〈食べログ3.5以下のうまい店〉

グルメなあの人にお願いして、本当は教えたくない、とっておきの「3.5以下のうまい店」を紹介する本企画。今回、餃子のスペシャリスト・塚田亮一さんが教えてくれたのは、自家製皮のおいしさが際立つ佐賀発の餃子専門店。お酒が進むおつまみとともにご紹介。
溝口に根づいて19年。九州にルーツを持つ一口餃子専門店

巷では「おいしい店は食べログ3.5以上」なんて噂がまことしやかに流れているようだが、ちょっと待ったー!
食べログ3.5以上の店は全体の3%。つまり97%は3.5以下だ。
食べログでは口コミを独自の方法で集計して採点されるため、口コミ数が少なかったり、新しくオープンしたお店だったりすると「本当はおいしいのに点数は3.5に満たない」ことが十分あり得るのだ。
点数が上がってしまうと予約が取りにくくなることもあるので、むしろ食通こそ「3.5以下のうまい店」に注目し、今のうちにと楽しんでいるらしい。

東急各線とJR線が交わり、渋谷や立川、横浜方面など主要エリアへのアクセスが良い川崎市高津区・溝口エリア。駅周辺には商業施設や大小の飲食店が充実し、学生からファミリー層まで幅広い世代で活気のある街だ。
この地に店を構える「佐賀の餃子専門店 ぜん 溝の口店」は、一口餃子の専門店。佐賀出身の店主・吉田正矢さんが、兄とともに実家が営む店の味を引き継ぐ形で2007年にオープンし、今年7月で20年目を迎える。ちなみに現在の食べログ点数は3.34(2026年3月時点)。

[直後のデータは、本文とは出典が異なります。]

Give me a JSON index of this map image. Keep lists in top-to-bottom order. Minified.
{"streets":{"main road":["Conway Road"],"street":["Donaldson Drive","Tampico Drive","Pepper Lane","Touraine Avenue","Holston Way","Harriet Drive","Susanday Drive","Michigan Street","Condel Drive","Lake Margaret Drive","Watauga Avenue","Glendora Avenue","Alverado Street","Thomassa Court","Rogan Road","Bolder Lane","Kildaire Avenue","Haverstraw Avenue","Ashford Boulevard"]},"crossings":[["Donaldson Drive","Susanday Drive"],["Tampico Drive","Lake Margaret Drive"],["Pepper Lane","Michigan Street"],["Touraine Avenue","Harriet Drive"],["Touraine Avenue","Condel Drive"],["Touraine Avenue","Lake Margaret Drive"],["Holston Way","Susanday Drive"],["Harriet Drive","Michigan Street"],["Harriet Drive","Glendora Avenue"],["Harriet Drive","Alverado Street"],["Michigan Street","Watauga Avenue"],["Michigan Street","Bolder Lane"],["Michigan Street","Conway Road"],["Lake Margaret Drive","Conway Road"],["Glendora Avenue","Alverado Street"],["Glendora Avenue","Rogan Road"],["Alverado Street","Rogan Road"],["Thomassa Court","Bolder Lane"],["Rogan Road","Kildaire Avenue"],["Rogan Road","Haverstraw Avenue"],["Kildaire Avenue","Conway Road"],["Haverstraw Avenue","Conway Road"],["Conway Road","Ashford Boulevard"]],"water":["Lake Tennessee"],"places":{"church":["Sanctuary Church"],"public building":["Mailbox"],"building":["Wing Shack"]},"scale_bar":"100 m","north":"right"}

間口が狭く、うなぎの寝床のように奥に細長い店内は、カウンター8席のみのコンパクトな造り。仕事帰りに一人で餃子とビールをさっと食べていく人から、仲間とともに焼き餃子や水餃子をじっくり味わっていく人、飲み会の〆として利用する人まで、さまざまな使い方ができる店として常連客に重宝されている。

塚田さん
10年ほど前に、溝口に住んでいる知人から教えてもらい訪問しました。小ぶりの焼き餃子は皮がサクサクッとした軽い食感が印象的で、あっという間に食べてしまったのを覚えています。カウンターのみなので、店主との距離が近いのも魅力。溝口で飲み歩きをする際の起点として立ち寄りやすく便利です。
脱サラして餃子の道へ。「親父が作る餃子がやっぱりうまい」

「『ぜん』の本店は地元佐賀にあって、今も親父が餃子を焼いています。うちは福岡・八女の流れを汲む一口餃子で、特徴は自家製の“皮”。兄と二人でこの店を出す時、いろんな粉の種類や配合を試してみたんですけど、やっぱり親父が作る餃子がうまいという結論に至り、基本的には本店と同じ配合で作っています」と語るのは、店主の吉田さん。
そんな自家製の皮は、厳選した強力粉2種類を使用。高加水で仕上げたむっちりとした生地を、機械と手作業の半々で極力薄く伸ばしていく。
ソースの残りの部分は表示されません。